Das Mysterium der Mysterien
Der König der Welt

46. Kapitel.
Das unterirdische Königreich

»Halten Sie an!« flüsterte mein alter mongolischer Führer, als wir eines Tages die Steppe in der Nähe von Zaganluk durchquerten. »Halten Sie an!«

Er ließ sich von seinem Kamel hinabgleiten, das sich ohne Weisung des Reiters niederlegte. Der Mongole legte seine Hände zum Gebet vor das Gesicht und begann immer wieder den heiligen Spruch: »Om! Mane padme hom!« zu sagen. Auch die anderen Mongolen hielten sofort ihre Kamele an und beteten.

Was hat sich zugetragen? dachte ich, als ich über das zarte, grüne Gras zu dem wolkenlosen Himmel und den träumerischen, weichen Strahlen der Abendsonne hinaufblickte.

Die Mongolen beteten eine Zeitlang. Dann flüsterten sie untereinander, zogen die Riemen der Packkamele an und setzten den Marsch fort.

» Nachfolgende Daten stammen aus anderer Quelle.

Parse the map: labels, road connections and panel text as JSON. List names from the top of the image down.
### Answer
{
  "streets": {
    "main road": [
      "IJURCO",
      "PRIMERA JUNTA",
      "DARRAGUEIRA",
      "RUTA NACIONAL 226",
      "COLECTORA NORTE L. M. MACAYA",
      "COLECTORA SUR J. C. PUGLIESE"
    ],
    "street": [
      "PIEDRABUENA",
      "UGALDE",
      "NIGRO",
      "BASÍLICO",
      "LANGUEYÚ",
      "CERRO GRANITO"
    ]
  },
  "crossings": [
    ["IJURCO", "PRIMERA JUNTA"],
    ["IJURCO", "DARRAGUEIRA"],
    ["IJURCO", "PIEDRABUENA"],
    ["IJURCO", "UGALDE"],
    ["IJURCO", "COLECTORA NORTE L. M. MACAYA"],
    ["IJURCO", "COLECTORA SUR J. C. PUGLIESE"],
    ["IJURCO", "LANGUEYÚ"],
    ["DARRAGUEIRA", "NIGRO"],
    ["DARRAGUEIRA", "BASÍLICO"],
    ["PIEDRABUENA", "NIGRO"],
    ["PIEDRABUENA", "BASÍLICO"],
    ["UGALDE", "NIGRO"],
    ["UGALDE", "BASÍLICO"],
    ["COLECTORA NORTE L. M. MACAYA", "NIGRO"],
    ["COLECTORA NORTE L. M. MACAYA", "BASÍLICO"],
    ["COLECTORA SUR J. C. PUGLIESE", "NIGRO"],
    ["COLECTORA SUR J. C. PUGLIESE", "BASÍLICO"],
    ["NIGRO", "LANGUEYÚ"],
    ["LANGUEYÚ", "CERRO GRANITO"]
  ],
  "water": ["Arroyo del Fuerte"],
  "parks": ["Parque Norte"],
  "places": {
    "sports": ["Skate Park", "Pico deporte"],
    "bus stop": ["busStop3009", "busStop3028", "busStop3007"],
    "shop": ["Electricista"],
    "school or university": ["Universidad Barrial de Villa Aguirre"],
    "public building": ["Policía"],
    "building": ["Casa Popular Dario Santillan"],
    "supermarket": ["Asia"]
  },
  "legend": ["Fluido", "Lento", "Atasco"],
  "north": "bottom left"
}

»Haben Sie gesehen,« fragte der Mongole, »wie furchtsam unsere Kamele die Ohren bewegten? Wie die Pferdeherde auf der Steppe aufmerksam lauschte, wie die Schaf- und Viehherden am Boden hingekauert lagen? Haben Sie bemerkt, daß die Vögel aufhörten zu fliegen, daß die Murmeltiere auf der Stelle liegen blieben und die Hunde nicht mehr bellten? Die Luft wurde leicht bewegt und trug von weither die Klänge eines Gesanges, der die Herzen von Menschen, Tieren und Vögeln bewegte. Erde und Himmel hörten auf zu atmen. Der Wind legte sich, die Sonne stand still. In einem solchen Augenblick bleibt der Wolf, der sich an das Schaf heranmacht, dort liegen, wo er sich befindet, hält die aufgescheuchte Antilopenherde plötzlich im rasenden Lauf inne, entfällt der Hand des Schafhirten das Messer, das die Kehle des Schafes aufschneiden wollte, und hört das gierige Wiesel auf, sich an die arglose Salga heranzuschleichen. Alle Lebewesen werden unwillkürlich in Gebetsstimmung versetzt und erwarten ihr Schicksal. So war es in diesem Augenblick. Das ist immer der Fall, wenn der König der Welt in seinem unterirdischen Palast betet und das Geschick der Völker der Erde ergründet.«

So sprach der alte Mongole, ein einfacher, rauher Schafhirte und Jäger, zu mir.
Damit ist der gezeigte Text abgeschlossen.